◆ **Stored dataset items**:
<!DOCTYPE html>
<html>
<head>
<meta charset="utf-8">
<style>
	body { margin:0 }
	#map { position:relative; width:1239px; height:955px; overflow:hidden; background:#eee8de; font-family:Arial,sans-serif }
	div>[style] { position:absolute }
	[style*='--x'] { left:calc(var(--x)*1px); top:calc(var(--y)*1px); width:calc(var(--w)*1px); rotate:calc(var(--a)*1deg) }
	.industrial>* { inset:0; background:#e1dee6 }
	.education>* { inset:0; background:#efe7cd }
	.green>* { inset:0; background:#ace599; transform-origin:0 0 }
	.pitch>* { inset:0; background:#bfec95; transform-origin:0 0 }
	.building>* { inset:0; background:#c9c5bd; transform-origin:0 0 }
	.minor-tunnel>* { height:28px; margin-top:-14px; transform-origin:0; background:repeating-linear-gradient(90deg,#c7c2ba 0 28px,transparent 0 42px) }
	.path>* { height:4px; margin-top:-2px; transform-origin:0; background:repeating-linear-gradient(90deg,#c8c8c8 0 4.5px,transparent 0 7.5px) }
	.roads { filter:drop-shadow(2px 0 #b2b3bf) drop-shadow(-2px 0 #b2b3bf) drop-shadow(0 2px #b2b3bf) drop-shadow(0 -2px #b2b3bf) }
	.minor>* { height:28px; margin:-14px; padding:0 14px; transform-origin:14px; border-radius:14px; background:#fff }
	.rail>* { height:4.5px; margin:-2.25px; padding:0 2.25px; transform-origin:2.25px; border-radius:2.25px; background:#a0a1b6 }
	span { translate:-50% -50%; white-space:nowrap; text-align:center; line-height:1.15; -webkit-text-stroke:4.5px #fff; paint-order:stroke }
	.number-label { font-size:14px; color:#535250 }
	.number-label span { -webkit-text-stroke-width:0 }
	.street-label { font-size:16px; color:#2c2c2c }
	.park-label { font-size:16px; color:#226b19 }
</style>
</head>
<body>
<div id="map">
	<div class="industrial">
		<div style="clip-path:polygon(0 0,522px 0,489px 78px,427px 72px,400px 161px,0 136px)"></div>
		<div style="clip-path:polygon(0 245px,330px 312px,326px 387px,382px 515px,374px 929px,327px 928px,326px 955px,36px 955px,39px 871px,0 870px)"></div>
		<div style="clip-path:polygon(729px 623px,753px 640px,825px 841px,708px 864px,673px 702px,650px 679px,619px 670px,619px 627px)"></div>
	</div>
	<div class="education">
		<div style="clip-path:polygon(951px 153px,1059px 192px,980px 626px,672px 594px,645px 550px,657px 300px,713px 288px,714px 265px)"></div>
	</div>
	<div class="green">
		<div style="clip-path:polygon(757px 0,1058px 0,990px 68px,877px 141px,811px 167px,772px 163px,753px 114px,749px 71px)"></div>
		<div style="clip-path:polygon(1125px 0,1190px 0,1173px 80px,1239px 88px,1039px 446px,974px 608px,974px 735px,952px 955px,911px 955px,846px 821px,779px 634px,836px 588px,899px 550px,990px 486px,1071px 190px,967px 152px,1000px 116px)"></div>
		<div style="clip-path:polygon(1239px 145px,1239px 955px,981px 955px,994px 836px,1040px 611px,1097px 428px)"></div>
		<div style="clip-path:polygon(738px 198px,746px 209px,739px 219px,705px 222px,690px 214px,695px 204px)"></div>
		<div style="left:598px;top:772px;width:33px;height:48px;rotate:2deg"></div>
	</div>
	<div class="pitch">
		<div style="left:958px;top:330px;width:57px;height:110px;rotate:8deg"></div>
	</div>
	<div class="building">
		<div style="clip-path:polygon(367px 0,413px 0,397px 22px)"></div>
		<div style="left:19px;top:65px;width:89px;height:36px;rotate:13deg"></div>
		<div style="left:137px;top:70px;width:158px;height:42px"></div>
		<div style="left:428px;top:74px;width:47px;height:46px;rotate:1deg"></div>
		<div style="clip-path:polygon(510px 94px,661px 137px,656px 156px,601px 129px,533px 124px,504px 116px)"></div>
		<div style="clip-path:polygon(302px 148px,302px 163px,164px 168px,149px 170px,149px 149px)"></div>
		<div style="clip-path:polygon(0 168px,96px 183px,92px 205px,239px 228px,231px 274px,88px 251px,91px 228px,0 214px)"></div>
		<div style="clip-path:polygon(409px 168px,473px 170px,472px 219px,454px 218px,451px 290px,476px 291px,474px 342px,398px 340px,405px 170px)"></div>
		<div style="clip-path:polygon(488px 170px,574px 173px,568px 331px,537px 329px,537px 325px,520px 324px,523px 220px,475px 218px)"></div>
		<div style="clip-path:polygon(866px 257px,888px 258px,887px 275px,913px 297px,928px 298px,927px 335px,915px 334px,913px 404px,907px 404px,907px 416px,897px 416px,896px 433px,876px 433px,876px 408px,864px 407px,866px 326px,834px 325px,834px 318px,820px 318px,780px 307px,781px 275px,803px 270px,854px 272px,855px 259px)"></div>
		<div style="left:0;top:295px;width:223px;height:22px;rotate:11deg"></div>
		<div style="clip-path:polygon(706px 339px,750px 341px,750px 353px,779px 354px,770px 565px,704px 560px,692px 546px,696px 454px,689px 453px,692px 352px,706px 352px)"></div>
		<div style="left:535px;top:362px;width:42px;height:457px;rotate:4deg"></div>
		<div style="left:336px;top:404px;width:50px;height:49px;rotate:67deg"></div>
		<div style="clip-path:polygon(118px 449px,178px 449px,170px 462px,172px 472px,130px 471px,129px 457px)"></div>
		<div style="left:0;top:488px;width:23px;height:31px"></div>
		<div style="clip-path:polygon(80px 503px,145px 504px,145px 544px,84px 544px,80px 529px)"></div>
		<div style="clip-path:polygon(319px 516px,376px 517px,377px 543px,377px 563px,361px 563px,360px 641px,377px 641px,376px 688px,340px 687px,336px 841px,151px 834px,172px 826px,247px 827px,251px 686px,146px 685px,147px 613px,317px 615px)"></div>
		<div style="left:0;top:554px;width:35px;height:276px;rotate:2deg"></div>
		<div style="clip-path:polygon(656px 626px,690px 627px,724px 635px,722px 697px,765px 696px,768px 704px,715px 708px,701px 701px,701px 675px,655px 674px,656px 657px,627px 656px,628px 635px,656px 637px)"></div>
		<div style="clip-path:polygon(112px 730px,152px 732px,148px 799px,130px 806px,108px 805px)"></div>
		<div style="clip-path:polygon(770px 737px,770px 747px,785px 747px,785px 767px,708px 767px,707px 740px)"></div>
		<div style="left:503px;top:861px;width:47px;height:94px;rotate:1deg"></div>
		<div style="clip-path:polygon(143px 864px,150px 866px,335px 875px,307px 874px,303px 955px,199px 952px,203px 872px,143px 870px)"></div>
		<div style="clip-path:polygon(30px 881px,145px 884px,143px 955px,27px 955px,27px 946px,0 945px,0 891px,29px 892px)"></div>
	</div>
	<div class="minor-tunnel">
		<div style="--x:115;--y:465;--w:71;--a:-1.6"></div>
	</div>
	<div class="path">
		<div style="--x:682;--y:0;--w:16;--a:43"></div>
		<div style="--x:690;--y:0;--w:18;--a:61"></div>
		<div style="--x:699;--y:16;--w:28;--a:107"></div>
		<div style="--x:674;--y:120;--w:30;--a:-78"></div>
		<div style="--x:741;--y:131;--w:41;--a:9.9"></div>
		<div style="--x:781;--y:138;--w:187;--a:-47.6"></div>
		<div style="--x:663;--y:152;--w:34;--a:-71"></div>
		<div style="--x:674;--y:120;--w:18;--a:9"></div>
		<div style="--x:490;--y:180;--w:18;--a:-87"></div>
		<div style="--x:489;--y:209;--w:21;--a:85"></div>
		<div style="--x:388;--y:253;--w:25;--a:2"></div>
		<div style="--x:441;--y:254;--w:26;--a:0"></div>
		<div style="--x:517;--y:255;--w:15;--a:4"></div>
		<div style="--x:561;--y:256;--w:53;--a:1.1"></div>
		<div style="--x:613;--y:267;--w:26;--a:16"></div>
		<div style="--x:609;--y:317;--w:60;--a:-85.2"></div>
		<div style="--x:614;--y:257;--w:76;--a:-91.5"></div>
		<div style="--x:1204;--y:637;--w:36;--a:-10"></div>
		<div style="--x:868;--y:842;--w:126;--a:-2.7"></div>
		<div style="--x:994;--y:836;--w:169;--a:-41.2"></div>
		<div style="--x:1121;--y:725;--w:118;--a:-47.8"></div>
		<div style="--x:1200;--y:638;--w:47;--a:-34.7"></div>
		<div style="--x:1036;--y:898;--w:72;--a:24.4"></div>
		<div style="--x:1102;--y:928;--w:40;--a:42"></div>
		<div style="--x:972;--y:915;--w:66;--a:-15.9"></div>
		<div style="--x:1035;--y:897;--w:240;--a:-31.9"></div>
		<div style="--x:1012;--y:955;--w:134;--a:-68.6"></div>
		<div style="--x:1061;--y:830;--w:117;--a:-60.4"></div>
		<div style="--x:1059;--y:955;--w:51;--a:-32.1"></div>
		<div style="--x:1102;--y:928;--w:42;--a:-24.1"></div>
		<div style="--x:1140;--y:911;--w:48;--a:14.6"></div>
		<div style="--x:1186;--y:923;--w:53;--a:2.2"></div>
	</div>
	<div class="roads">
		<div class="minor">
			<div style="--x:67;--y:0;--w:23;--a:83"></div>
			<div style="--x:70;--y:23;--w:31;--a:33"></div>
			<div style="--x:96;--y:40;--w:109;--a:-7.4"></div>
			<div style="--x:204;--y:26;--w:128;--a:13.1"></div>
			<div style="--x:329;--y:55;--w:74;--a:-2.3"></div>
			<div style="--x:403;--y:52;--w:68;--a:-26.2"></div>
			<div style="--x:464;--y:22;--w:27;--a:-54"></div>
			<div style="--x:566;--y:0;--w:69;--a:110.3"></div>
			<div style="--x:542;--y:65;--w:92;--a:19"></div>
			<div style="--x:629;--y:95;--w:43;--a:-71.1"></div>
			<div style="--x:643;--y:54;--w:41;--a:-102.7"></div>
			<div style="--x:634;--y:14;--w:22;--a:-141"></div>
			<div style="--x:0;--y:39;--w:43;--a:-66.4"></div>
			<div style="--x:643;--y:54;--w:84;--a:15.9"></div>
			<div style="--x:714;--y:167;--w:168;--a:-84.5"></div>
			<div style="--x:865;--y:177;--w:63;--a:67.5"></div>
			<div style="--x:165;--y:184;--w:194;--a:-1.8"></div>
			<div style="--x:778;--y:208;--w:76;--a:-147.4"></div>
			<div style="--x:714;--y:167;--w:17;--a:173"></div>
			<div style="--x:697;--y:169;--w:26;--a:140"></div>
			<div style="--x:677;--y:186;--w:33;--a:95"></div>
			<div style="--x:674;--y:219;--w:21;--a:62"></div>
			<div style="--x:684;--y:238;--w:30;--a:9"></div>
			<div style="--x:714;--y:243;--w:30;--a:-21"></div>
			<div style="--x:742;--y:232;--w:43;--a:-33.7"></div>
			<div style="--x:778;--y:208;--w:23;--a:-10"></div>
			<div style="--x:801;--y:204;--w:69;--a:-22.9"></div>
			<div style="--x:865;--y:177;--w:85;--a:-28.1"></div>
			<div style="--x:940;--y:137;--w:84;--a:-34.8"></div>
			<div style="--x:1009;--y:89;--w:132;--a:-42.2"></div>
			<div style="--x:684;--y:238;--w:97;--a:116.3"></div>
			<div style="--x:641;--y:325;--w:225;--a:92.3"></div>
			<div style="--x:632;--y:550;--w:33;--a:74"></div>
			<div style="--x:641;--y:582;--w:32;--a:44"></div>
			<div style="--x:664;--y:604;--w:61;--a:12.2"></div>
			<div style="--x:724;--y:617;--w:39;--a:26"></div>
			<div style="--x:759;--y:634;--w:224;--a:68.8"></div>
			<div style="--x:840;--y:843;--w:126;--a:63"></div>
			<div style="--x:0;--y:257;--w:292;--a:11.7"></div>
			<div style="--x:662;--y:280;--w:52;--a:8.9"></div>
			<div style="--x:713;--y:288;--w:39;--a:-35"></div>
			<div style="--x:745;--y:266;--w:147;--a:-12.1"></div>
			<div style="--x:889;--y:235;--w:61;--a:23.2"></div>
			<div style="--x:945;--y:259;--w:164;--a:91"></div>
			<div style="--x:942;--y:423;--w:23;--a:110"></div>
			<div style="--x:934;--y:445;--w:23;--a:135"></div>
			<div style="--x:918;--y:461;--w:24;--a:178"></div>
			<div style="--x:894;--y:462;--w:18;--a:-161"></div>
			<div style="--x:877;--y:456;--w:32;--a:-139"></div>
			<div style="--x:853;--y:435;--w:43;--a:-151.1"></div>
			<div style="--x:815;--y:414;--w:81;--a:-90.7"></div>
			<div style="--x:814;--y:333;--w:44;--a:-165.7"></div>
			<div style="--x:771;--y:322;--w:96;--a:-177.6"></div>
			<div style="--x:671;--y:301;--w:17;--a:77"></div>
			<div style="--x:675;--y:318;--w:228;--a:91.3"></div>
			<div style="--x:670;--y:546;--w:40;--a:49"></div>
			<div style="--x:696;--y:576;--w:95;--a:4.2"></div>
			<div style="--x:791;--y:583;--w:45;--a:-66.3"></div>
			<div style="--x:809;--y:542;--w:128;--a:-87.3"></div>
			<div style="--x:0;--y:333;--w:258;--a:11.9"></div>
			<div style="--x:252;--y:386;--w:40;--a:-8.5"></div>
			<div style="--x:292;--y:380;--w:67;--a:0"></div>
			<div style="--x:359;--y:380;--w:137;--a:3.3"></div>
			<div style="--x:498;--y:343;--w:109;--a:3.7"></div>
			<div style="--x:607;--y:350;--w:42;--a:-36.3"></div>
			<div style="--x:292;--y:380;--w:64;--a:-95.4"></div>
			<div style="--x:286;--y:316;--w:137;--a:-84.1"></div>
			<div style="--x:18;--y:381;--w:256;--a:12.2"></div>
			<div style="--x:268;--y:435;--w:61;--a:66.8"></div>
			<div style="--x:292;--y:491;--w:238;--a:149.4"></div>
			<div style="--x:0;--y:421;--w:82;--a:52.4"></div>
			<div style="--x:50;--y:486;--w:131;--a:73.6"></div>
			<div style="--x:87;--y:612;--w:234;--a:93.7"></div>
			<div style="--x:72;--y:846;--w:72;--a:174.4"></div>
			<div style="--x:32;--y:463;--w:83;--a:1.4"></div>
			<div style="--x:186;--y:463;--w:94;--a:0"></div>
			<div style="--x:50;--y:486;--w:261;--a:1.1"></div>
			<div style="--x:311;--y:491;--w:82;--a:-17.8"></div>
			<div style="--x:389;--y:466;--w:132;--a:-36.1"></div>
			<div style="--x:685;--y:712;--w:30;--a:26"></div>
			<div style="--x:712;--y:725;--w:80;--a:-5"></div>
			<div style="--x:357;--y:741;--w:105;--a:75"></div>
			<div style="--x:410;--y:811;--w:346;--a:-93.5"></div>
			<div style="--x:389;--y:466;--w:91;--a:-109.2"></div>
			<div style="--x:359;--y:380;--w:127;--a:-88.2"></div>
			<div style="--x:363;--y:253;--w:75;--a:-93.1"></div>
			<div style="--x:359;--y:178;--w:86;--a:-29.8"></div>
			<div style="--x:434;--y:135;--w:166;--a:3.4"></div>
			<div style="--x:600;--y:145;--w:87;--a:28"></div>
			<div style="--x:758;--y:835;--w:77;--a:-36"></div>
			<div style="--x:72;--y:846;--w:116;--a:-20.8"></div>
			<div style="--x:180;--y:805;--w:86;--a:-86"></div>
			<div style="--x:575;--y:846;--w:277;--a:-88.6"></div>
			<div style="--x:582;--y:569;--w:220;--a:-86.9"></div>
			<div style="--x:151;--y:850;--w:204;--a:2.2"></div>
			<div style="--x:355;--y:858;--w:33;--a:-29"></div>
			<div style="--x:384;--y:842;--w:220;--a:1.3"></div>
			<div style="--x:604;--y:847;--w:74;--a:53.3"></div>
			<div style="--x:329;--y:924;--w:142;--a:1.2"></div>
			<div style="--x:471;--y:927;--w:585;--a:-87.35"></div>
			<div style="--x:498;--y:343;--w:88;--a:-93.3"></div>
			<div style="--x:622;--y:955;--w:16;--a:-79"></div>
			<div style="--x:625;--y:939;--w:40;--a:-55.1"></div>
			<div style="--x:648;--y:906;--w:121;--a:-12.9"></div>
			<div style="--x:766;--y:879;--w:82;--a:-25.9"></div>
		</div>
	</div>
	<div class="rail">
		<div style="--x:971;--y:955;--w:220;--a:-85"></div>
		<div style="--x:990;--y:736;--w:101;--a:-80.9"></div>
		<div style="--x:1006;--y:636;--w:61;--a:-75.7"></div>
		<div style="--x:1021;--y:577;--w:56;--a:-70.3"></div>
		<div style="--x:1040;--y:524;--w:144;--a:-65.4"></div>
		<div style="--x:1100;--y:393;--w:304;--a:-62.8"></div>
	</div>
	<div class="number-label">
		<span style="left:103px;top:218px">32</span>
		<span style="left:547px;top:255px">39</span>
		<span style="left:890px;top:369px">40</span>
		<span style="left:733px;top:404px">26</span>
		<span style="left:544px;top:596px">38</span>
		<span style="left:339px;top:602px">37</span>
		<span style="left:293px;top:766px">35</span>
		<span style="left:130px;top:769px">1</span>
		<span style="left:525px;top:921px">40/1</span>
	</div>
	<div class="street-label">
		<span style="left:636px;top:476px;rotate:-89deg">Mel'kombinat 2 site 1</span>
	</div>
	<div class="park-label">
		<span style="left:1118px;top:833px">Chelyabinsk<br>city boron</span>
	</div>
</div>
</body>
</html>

◆ **ACTIVITY**:
Look through the entries above and report each line where the string "roads" occurs.

◆ **OUTPUT FOR THIS TASK**:
	.roads { filter:drop-shadow(2px 0 #b2b3bf) drop-shadow(-2px 0 #b2b3bf) drop-shadow(0 2px #b2b3bf) drop-shadow(0 -2px #b2b3bf) }
	<div class="roads">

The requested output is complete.